El western, como tal, nació y murió con John Ford. Una afirmación radical pero no menos cierta que explica, entre otras cosas, cómo con el final de su cine se asiste también al del western clásico por antonomasia. Y, por qué no decirlo así, a la visión genuina de la épica esperanzadora que genera verdaderos héroes no sólo de celuloide sino de carne y hueso.

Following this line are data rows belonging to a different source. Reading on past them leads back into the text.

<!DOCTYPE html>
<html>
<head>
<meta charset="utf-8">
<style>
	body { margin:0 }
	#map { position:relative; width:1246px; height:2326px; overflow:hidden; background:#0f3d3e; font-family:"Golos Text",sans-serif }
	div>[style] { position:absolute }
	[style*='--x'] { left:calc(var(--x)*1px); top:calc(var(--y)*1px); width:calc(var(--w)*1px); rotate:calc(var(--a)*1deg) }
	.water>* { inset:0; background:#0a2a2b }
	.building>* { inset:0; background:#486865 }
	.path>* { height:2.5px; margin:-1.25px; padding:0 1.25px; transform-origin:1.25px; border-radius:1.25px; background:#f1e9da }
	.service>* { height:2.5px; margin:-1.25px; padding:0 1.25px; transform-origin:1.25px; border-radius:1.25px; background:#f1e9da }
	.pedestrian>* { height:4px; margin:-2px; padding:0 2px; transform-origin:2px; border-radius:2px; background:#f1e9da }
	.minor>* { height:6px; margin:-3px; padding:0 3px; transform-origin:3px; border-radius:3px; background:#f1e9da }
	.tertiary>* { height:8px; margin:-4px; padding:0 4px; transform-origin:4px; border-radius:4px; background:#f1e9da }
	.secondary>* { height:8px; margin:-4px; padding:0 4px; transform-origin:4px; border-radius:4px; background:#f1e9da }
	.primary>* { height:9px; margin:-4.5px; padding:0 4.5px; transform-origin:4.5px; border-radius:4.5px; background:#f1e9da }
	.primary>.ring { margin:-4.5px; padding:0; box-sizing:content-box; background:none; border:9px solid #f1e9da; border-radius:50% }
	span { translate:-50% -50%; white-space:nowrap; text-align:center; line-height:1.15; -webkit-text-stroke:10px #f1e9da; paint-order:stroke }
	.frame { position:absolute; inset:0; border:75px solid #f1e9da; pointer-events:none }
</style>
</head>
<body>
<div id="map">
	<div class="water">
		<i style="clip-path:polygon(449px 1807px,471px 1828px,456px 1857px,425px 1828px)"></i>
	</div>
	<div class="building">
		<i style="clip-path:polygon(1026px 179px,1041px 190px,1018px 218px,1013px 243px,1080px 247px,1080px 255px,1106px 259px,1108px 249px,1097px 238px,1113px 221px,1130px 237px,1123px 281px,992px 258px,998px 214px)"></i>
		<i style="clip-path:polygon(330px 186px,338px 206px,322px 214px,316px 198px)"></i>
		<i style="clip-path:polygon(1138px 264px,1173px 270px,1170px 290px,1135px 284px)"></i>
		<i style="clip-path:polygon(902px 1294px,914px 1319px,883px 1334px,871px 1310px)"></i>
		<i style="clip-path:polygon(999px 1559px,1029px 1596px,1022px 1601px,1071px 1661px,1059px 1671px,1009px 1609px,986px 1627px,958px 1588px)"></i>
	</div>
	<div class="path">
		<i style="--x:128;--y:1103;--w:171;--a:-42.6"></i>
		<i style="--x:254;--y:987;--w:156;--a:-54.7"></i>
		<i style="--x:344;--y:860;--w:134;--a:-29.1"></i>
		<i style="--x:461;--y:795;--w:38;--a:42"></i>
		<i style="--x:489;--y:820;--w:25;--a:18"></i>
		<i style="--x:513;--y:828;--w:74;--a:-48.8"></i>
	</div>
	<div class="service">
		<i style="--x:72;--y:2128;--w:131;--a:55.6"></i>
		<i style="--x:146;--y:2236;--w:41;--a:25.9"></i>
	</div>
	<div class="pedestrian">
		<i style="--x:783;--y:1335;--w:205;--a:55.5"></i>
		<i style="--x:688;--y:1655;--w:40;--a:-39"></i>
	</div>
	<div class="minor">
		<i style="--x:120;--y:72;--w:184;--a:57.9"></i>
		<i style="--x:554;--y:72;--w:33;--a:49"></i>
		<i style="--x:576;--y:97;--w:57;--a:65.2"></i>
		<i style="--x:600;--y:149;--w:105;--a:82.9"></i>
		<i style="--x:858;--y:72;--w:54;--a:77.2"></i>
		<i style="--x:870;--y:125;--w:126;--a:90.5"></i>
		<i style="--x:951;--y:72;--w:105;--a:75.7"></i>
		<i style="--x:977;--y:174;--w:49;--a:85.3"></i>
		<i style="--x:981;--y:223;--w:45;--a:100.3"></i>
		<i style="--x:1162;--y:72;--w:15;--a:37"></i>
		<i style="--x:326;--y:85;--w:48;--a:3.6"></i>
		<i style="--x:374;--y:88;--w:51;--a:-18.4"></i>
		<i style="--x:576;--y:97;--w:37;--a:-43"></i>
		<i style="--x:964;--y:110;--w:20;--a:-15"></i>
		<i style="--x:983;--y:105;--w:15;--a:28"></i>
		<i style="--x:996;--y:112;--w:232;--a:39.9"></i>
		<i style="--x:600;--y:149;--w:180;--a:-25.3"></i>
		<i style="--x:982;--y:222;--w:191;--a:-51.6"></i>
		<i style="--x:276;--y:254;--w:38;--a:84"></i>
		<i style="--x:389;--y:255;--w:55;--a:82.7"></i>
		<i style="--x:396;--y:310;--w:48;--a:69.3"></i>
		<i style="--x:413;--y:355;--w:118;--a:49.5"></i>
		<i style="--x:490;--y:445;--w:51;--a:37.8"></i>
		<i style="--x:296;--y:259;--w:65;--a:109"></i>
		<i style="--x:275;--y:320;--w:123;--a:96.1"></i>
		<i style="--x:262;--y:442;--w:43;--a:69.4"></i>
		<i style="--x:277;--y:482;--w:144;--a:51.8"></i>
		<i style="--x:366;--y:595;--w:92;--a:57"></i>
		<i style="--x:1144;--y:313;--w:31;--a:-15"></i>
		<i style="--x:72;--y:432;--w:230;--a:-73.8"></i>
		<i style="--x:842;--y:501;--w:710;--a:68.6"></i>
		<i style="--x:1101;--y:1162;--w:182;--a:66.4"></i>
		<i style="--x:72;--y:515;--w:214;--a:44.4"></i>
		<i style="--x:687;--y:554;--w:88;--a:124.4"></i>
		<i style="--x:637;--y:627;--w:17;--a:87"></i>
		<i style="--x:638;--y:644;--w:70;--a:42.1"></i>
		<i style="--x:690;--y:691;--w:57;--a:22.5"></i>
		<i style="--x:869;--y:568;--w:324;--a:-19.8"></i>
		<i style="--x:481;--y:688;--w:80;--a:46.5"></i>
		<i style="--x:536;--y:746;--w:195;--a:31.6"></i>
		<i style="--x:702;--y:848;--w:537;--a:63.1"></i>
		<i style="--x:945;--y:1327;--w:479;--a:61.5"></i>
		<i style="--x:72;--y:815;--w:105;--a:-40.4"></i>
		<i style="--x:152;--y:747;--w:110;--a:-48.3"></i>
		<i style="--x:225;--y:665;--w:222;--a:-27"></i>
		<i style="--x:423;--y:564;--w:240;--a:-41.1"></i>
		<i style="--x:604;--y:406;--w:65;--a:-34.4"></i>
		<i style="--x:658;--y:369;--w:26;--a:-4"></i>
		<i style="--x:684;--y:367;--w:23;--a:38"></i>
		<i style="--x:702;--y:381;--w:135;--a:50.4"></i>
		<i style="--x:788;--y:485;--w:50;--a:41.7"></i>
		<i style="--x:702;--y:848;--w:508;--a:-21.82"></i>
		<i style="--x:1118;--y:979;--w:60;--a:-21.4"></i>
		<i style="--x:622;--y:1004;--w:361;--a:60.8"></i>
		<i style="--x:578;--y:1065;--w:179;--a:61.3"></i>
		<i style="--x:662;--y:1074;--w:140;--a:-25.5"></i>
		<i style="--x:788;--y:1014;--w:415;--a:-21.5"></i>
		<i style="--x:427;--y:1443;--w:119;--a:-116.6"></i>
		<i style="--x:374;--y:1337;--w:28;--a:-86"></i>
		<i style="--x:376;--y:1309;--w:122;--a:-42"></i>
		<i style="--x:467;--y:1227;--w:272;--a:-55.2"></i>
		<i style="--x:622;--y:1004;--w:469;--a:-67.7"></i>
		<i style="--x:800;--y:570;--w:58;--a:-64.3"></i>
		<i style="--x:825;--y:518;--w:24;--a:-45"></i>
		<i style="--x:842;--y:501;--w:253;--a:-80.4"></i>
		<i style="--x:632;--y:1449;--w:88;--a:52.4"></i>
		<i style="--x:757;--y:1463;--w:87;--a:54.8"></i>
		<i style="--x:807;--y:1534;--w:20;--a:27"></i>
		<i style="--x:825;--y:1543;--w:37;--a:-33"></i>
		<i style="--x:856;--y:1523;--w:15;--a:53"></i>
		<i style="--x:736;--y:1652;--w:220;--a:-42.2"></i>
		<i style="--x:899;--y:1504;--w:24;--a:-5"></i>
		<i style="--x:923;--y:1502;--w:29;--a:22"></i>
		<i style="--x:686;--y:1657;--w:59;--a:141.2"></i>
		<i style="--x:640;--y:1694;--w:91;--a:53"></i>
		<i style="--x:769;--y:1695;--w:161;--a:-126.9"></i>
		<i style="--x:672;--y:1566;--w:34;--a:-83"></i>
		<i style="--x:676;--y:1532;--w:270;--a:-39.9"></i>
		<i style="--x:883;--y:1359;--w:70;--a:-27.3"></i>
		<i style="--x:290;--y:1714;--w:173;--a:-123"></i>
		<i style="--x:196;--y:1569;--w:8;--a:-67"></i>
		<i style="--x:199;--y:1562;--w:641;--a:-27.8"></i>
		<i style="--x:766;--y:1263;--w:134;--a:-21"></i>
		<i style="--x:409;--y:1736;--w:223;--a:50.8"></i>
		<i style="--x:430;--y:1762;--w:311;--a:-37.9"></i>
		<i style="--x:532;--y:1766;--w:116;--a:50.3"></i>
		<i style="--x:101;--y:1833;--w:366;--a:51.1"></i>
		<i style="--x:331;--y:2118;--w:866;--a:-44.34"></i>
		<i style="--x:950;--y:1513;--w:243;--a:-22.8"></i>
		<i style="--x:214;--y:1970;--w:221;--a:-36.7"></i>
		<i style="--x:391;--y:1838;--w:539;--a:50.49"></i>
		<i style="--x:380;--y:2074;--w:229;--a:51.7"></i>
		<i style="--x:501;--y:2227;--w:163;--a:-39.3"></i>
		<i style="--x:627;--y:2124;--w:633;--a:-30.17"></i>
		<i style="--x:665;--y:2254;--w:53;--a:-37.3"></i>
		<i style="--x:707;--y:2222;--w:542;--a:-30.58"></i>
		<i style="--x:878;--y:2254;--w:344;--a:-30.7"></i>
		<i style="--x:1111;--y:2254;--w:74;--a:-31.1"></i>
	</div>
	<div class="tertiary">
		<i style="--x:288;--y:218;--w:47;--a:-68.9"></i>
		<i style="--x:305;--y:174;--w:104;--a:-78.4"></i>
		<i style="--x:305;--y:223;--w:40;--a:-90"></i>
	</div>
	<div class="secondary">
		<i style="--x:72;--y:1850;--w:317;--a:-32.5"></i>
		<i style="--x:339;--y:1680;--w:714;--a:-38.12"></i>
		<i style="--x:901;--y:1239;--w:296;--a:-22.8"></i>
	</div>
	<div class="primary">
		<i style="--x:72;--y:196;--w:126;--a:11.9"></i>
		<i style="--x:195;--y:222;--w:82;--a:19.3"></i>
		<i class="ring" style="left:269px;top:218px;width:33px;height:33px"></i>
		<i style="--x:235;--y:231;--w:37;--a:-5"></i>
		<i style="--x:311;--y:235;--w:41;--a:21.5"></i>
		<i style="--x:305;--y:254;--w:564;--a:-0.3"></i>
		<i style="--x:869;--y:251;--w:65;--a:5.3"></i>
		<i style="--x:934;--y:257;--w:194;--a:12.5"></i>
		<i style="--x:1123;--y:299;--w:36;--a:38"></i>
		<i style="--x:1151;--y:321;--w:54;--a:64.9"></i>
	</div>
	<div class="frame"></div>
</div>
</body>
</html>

Probablemente la recuperación de la épica, en el género de la fantasía y de la aventura releve al género, en la particular huida dramática del mundo que suponen estas historias. Y sabiendo que la conquista de otros mundos siempre pretenden ser conquistas de éste, como bien sabemos.

NOTAS

1 M. Scheler, El santo, el genio, el héroe, Editorial Nova, Buenos Aires, 1961, p. 134.
2 San Agustín de Hipona, «Las dos ciudades en la tierra», en La ciudad de Dios, tomo II, libro XV, cap. 7, en Obras completas, XVII, p. 154.
3 Ibíd., «Fines de las dos ciudades», en op. cit., libro XIX, cap. X, en op. cit., p. 578.
4 Cfr. San Bernardo de Claraval, «Libro de las alabanzas y exhortaciones a los caballeros del Temple», en Obras completas de San Bernardo, tomo IV, Rafael Casulleras, Barcelona, 1925, pp. 368-400.
5 Ibíd., p. 369.
6 Cfr. ibíd., «De la consideración», libro II, cap. I, en op. cit., pp. 25-29.
7 C. Aguilar, Sergio Leone, Cátedra, Madrid, 1990, p. 55.
8 Cfr. C. Aguilar, op.cit.
9 Resulta interesante la metáfora de C. S. Lewis sobre la desesperanza ante el ideal, recogida, según P. J. Sampson, en The Pilgrim’s Regress, donde el racionalismo parece quemar toda esperanza de la existencia de Dios. Cfr. Sampson, P.J., 6 Modern Myths about Christianity & Western Civilization, InterVarsity Press, 2001.
10 Cfr. C. Aguilar, Sergio Leone, el hombre, el rito, la muerte, Diputación de Almería, 2000, p. 33.
11 Cfr. C. Aguilar, op. cit., pp. 160-163.